Bowers has been charged with 29 separate federal crimes, including 11 counts of murdering victims who were exercising their religious beliefs and 11 counts of using a firearm to commit murder.
"Each of these counts is punishable by death," he said.
The final seven counts are the harm inflicted by Bowers upon the brave police officers who, in trying to stop Bowers' rampage, put their own lives in danger. Bowers is scheduled to make his initial appearance before a federal magistrate judge on Monday, October 29.
Bowers, who was formally taken into federal custody Saturday night, is still in hospital following surgery, and under guard. He remains in fair condition at Allegheny General Hospital with multiple gunshot wounds.

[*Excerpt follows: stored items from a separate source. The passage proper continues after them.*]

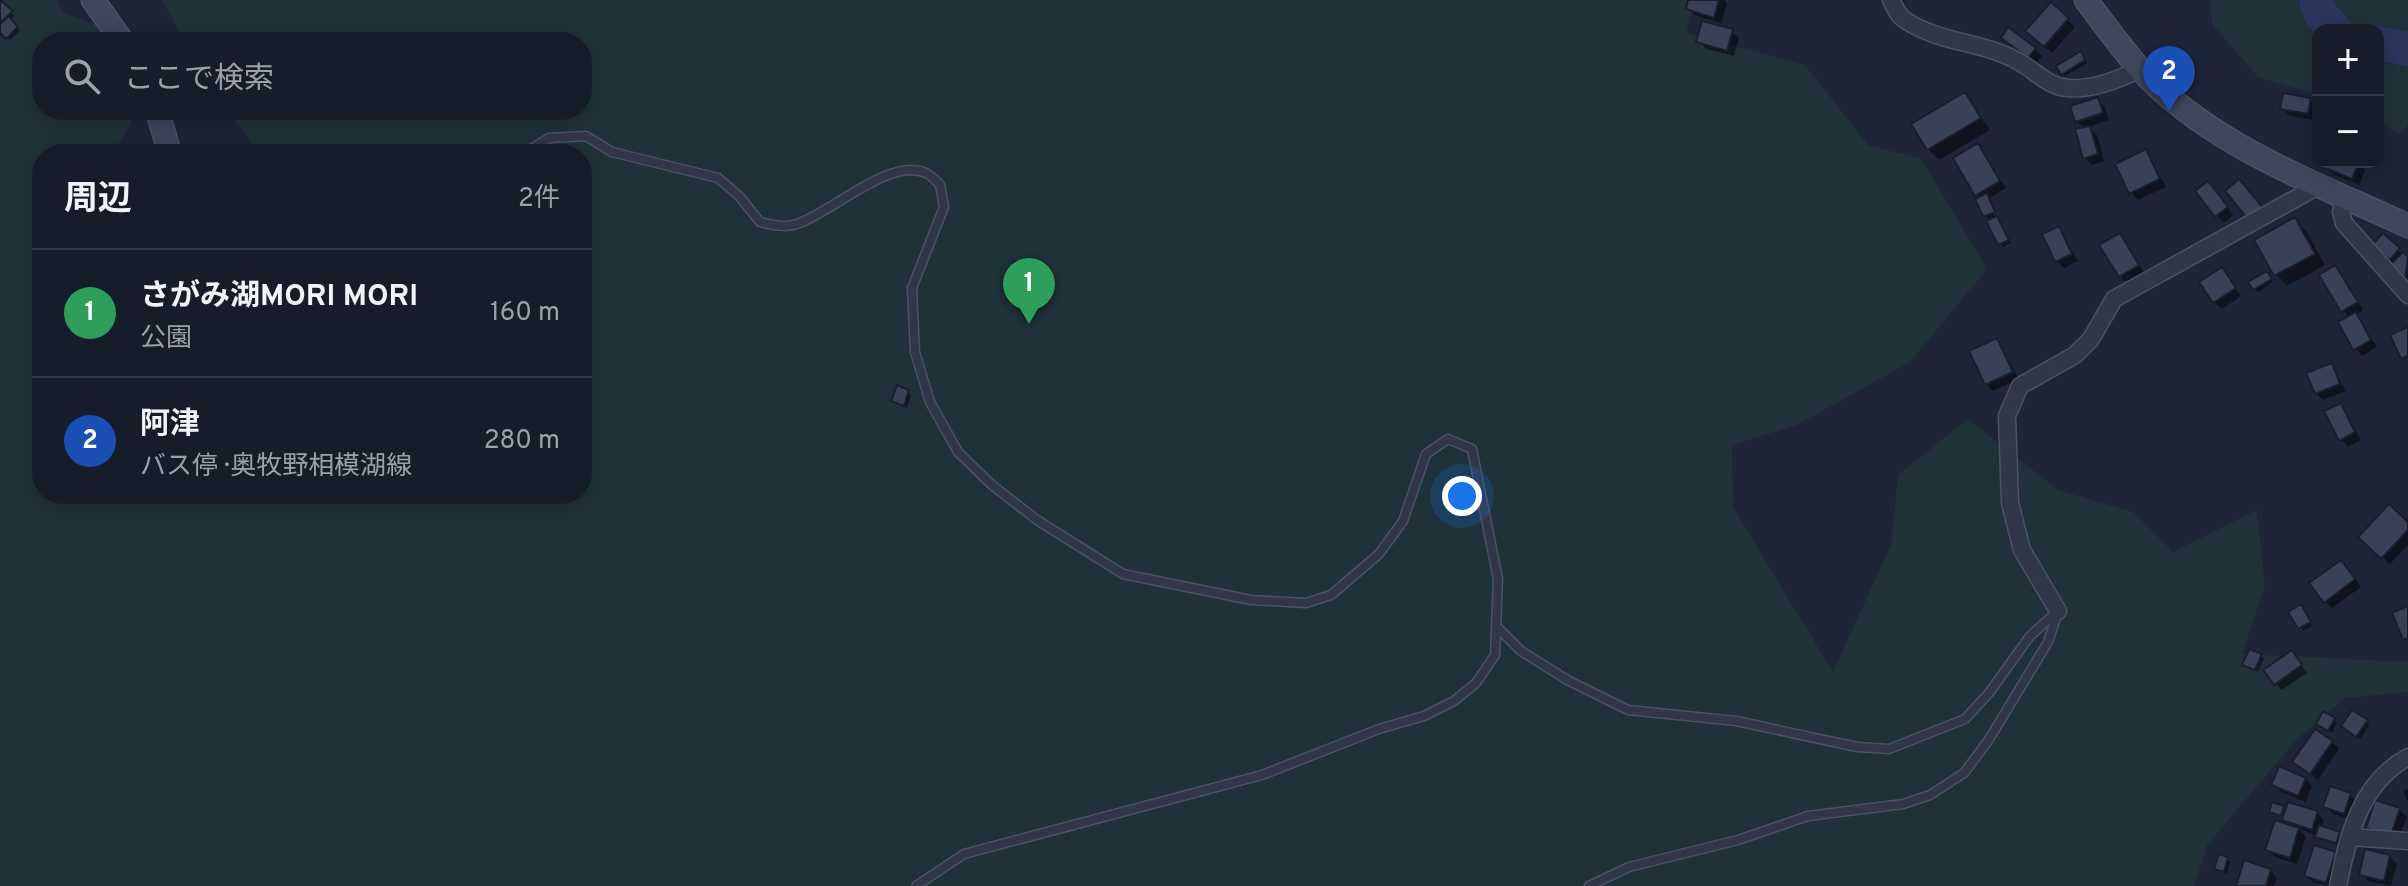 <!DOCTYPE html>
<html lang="ja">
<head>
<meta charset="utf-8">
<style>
  body { margin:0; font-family:Overpass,"Noto Sans JP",sans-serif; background:#1f2532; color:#f1f3f6 }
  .controls { position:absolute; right:24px; top:24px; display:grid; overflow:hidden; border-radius:16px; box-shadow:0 4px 20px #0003 }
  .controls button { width:72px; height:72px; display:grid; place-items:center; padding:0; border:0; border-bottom:2px solid #353a47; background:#161c2a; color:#f1f3f6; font:40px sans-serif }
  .you { position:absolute; left:1462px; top:496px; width:28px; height:28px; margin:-20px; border:6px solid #fff; border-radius:50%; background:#1a73e8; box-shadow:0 0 0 12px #1a73e833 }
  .badge { display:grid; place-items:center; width:52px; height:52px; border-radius:50%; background:#7795ff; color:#fff; font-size:26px; font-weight:700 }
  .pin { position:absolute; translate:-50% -66px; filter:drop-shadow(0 2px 4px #0008) }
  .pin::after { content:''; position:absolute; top:42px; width:28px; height:24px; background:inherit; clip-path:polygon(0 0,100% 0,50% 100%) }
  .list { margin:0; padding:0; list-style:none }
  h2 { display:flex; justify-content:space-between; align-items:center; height:104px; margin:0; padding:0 32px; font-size:34px }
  h2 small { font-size:26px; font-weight:400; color:#9ea1a8 }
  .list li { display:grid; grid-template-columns:52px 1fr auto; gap:24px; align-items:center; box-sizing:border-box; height:128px; padding:0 32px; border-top:2px solid #353a47 }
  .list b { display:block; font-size:30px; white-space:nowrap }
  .list p { margin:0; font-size:26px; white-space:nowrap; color:#9ea1a8 }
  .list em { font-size:26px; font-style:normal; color:#9ea1a8 }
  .icon { flex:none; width:44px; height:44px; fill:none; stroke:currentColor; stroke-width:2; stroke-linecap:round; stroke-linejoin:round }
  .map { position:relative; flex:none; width:2408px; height:886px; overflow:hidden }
  .search { position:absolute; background:#161c2a; box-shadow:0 4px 20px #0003; left:32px; top:32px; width:560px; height:88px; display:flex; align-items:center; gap:20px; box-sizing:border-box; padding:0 28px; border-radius:32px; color:#9ea1a8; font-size:30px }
  .panel { position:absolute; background:#161c2a; box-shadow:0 4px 20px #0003; left:32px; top:144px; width:560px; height:360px; border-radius:32px }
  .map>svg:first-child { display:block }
</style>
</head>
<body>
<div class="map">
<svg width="2408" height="886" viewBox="0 0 2408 886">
  <rect width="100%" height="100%" fill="#1e2538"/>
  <path fill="#1f3239" d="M0,0h57l5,12 40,15 9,15h-69v68h97l-27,44h-70v340h540v-340h-322l-33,-44h355v-68h-397l-23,-42h1532l-8,33 119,32 63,80 53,14 66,110 -77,93 -113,63 -65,20 1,62 100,165 58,-127 7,-70 70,-56 90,71 75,22 40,40 84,-42 8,76 -23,68 166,8v30l-63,6 -47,40 -91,107 -13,41h-2194z
    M2210,0h198v125l-8,9 -22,-12v-92h-60v65l-60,-18 -46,-53z"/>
  <path fill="#0007" d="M1691,0h33l3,4 -6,19 -26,-8 -7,-7z
    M1,2l13,14 -4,3 10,12 -10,9 -10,-10 3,-6 -3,-4z
    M2051,5l24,22 -23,26 -17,-15z
    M1732,31l7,7 -5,18 -28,-7 -7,-8z
    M2010,44l25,5 7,7 -6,8z
    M2083,56l4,7 -22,13 -3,-3z
    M1965,94l25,36 -51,30 -11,-11z
    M2097,99l7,7 5,14 -21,7 9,8 7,26 -12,4 -7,-7v-29l-8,-8z
    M2310,100l7,7 -2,13 -25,-4 -8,-8z
    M1978,146l28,42 -17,10 5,18 17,27 -8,4 -27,-52z
    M2146,152l20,35 -28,13 -7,-8z
    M2330,162l28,1 7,7 -6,15 -24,-10 -8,-7z
    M2215,191l18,24 -9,8 -7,-7z
    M2295,220l11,11 19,34 -38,21 -11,-11 -19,-34z
    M2059,228l19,33 -14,7 -7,-7z
    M2119,235l25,37 -17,11 -7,-7z
    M2383,236l25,24v19l-33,-34z
    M2335,268l28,42 -7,5 21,32 -15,9 -7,-8 -6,-30 -28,-42z
    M2222,269l19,27 -19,13 -8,-7z
    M2270,277l3,5 -15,10 -3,-3z
    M1997,341l22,38 -26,12 -7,-7z
    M2331,365l15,26 -23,9 -7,-7z
    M908,392l3,3 -4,13 -14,-7z
    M2341,405l20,35 -13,7 -7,-8z
    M2408,525v20l-18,19 -29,-27z
    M2348,569l13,18 -29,21 -7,-7z
    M2303,610l9,16 -9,5 -12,-19z
    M2261,656l3,3 -6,13 -13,-8z
    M2298,660l9,13 -25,17 -7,-7z
    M2334,719l3,3 -5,10 -11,-5z
    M2366,722l3,3 -9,14 -14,-10z
    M2332,742l7,7 -21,31 -23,-18z
    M2305,779l7,7 -6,16 -25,-10 -8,-7z
    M2407,789l1,1v12l-5,-12z
    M2350,795l7,7 -6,18 -18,-6 -7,-8z
    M2377,802l22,8 8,7 -10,25 -22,-7 -7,-7z
    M2283,807l4,4 30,2 7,7 -2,8 20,8 -3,9 -42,-17 9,9 -9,27 -22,-7 -7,-7 25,-22 -8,-10 -14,-7z
    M2335,854l7,7 -8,25 -20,-3 -7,-7z
    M2389,856l8,8 -6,22 -23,-5 -7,-7z
    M2227,859l3,3 -3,12 -10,-5z
    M2270,870l7,8 -3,8h-36z"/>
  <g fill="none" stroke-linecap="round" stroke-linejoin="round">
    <path stroke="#2a365b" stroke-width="34" d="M2316,0l5,15 15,15
      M2378,43l30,6"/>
  </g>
  <path fill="#394159" stroke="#191e2f" stroke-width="2" d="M0,0l13,11 -13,12z
    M1688,0h31l-5,18 -28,-9z
    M2051,2l18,16 -25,29 -19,-16z
    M9,16l9,11 -12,12 -6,-6v-9z
    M1702,21l31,8 -6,22 -31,-9z
    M2008,27l28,21 -8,10 -27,-20z
    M2081,51l4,9 -24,15 -5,-9z
    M1965,92l16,26 -54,32 -16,-26z
    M2283,93l28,5 -3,16 -28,-5z
    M2098,97l5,16 -28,9 -5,-16z
    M2090,126l8,28 -15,5 -8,-30z
    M1978,143l22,38 -25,15 -22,-38z
    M133,144l8,10h-21v-1z
    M2146,149l14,30 -31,15 -14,-30z
    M2328,162h31l-7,17 -27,-11z
    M2239,179l27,32 -15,12 -26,-32z
    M2208,181l20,26 -13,10 -20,-26z
    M1987,193l8,19 -12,5 -8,-18z
    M1997,216l12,24 -11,5 -12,-24z
    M2295,217l20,37 -41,22 -20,-36z
    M2059,226l13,28 -17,8 -13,-28z
    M2120,233l19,32 -20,12 -20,-32z
    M2383,233l17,15 -10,12 -18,-15z
    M2403,252l5,5 -3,22 -15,-14z
    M2335,265l23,37 -17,10 -22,-37z
    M2222,267l14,21 -23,15 -14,-21z
    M2267,271l5,8 -19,11 -5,-8z
    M2356,312l15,28 -18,10 -15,-28z
    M2408,327v29l-7,3 -11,-24z
    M1997,338l16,34 -28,13 -16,-34z
    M2332,363l8,21 -25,10 -9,-21z
    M897,385l12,5 -5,16 -13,-5z
    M2341,403l14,29 -16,9 -15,-30z
    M2389,504l19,18v8l-27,29 -23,-22z
    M2341,560l14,19 -31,24 -15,-20z
    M2301,604l10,18 -13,7 -10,-17z
    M2408,606v32l-5,2 -11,-27z
    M2249,649l13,5 -7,16 -13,-5z
    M2292,650l10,15 -28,20 -11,-15z
    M2352,710l16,10 -12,17 -15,-11z
    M2323,711l12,7 -7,13 -12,-7z
    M2315,729l18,12 -23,33 -18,-12z
    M2279,766l27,12 -8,18 -27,-11z
    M2330,786l21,7 -7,21 -21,-7z
    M2375,800l25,8 -10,29 -24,-9z
    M2272,802l12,4 -3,10 -12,-4z
    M2288,802l30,9 -6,19 -30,-10z
    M2275,820l24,8 -9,30 -25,-8z
    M2319,825l21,7 -4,11 -21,-6z
    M2314,845l22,7 -10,31 -22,-7z
    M2365,849l25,6 -6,26 -25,-6z
    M2219,854l9,3 -4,15 -10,-3z
    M2244,860l27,9 -5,17h-30z"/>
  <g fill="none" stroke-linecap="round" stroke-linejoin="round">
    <g stroke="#4c5164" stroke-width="11">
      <path id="lane" d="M523,154l26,-16 37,-2 26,16 106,26 21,18 21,26c12,3 25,6 37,2 34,-11 94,-68 129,-51 5,2 10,8 14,12l4,22 -32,81 3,64 15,50 28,50 34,33 45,35 86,54 128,26 55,3 25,-8 48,-41 24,-33 23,-67 22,-15 24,10 26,130 -3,76 -19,28 -22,18 -30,15 -45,13 -117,46 -298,79 -48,32
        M1496,626l25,25 48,30 59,29 108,11 121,26 32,2 76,-30 24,-26 41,-57 28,-25
        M1589,886l40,-19 109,-27 70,-24 95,-12 27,-9 34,-22 24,-32 60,-99 10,-30"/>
    </g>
    <g stroke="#4c5164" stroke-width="19">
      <path id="street" d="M1891,0c4,7 7,16 14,20 35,24 80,21 116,43 16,9 27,24 48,25 24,2 51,-9 71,-19
        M2345,196l-4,16 3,11 64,72
        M2058,611l-36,-61 -12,-47 -3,-87 13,-30 55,-31 16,-16 23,-40 206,-114
        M2350,837l58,4
        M2338,886c10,-50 22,-103 70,-129"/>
    </g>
    <g stroke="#4c5164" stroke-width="25">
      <path id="secondary" d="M93,0l30,42
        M2086,0c17,23 34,46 53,68 70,77 177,115 269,158
        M157,110l13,44"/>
    </g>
    <use href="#lane" stroke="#313749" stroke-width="8"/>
    <use href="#street" stroke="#313749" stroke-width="16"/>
    <use href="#secondary" stroke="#3f455c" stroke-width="22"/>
  </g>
</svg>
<div class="controls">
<button>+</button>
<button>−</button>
</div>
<div class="you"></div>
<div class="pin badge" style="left:1029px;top:324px;background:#2e9e5b">1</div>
<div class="pin badge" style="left:2169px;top:112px;background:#1a4fb4">2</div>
<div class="search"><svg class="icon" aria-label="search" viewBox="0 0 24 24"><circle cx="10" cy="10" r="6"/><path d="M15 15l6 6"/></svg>ここで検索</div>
<section class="panel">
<h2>周辺<small>2件</small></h2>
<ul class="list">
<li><span class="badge" style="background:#2e9e5b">1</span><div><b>さがみ湖MORI MORI</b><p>公園</p></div><em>160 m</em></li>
<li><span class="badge" style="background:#1a4fb4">2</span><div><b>阿津</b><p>バス停 · 奥牧野相模湖線</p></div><em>280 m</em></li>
</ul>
</section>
</div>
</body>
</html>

"At this point, we have nothing to indicate that Bowers had accomplices," said the FBI officer Robert Jones, according to whom it will take weeks to complete the investigation.
The FBI has conducted search of his house and his vehicle.
"We continue to conduct interviews, scrub social media, review possible surveillance camera video, and exploit digital media to determine how and why Bowers committed this terrible act," Jones said.
"There's no indication that he's working with anyone else. And so we have charged it and are treating it as a hate crime, but continue to investigate," Brady said, adding that as of now, it is not a domestic terrorism.
The distinction between a hate crime and domestic terrorism is, a hate crime is where an individual is animated by a hatred or certain animus towards a person of a certain ethnicity or religious faith. It becomes domestic terrorism where there is an ideology that the person is then also trying to propagate through violence," Brady said.
As of now, it is being treated as a hate crime, he added.